Which will look for the http: or https: then two "/" followed by the top level domain and one "/" followed by any stream of character and ending with 2 to 4 letter word, but this is not giving the correct results, its omitting few URLs which have multiple "/" in the full URL path, any better suggestions ?

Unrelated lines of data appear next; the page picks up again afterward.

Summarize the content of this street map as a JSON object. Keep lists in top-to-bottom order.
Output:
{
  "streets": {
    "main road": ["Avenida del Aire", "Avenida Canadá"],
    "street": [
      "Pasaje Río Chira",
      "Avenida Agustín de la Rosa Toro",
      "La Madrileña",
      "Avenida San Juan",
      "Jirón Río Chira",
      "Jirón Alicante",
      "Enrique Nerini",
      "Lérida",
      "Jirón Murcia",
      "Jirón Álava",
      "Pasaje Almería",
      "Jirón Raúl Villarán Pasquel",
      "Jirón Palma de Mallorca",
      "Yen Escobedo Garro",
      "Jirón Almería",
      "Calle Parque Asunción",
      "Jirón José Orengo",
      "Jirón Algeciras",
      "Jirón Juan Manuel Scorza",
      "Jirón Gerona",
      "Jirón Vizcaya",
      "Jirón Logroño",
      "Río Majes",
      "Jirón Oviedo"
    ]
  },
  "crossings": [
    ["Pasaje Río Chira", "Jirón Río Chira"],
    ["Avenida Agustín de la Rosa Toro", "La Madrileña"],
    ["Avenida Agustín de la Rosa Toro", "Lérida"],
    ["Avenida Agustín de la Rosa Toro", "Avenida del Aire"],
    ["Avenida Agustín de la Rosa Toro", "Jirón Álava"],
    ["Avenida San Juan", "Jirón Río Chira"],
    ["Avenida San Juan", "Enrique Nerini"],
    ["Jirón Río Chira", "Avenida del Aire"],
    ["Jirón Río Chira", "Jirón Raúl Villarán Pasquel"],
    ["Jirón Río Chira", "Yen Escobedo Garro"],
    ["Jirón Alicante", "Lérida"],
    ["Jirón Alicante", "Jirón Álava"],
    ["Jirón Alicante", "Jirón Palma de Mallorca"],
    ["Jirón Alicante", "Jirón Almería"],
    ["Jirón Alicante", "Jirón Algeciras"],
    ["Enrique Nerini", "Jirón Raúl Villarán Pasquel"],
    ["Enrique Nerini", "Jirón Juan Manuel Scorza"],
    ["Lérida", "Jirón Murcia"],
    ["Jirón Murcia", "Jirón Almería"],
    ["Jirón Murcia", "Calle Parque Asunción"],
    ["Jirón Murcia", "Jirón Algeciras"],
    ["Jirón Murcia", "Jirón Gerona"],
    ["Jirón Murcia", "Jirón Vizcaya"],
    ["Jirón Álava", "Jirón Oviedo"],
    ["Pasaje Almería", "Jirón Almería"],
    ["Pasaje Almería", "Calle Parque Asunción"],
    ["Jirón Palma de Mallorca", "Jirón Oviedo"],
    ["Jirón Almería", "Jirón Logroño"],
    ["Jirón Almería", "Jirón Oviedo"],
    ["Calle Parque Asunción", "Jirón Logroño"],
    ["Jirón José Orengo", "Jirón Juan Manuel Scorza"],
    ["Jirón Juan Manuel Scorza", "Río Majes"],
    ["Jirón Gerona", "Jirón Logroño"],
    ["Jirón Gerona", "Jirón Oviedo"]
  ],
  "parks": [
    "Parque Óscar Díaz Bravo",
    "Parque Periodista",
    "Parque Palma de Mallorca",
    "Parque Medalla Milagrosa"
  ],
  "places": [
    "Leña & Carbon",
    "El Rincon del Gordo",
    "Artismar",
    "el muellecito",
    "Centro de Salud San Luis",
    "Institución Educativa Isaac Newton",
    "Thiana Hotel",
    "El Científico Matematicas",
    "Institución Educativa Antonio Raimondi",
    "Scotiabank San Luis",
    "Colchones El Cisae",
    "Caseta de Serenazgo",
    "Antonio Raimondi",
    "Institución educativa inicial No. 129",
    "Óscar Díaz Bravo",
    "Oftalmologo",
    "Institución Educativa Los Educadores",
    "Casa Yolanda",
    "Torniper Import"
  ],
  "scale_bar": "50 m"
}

Below is a sample set of URLs that I used as a reference:
http://www.liverpoolfc.com
http://www.blackberry.com
http://www.lflogistics.com/sites/default/files/news/lflstc.pdf
https://www.abc.com/tiny/7uwi2
https://download.abc.com/download/ep/FE-90CRC000-28.zip
http://www3.abce.hk/listedco/listconews/SEHK/2019/0521/LTN20190521894.pdf
https://www.abc.com/review/www.xyz-center.com
https://xyz.abc.com/abc-voyager.php
http://wealthbriefing.com/forms/view.php?id=1456762⪙ement_34=saint.xyz@gmail.com
Like this:
... |regex url="^https?:\/\/.*[\\\/].+\.[a-zA-Z]{2,4}$"
Hi @jkumarr2 ,
I would use something like this:
... your search ...
| regex url="(https?:\/\/)?([A-Za-z0-9\-]+)?\.([A-Za-z0-9\-]+)\.([A-Za-z0-9\-]+)(\/?.*\/(.+\.[A-Za-z]{2,3})$)"
or maybe:
... your search ...
| regex url=".*\/\/[^\/]+\/?.*\/.*\.[A-Za-z]{2,3}"
Hi jkumarr2,
try this one
(?P<URL>[^ ]*\.\w*)$
You can test it at https://regex101.com/r/2syl1Z/1
Bye.
Giuseppe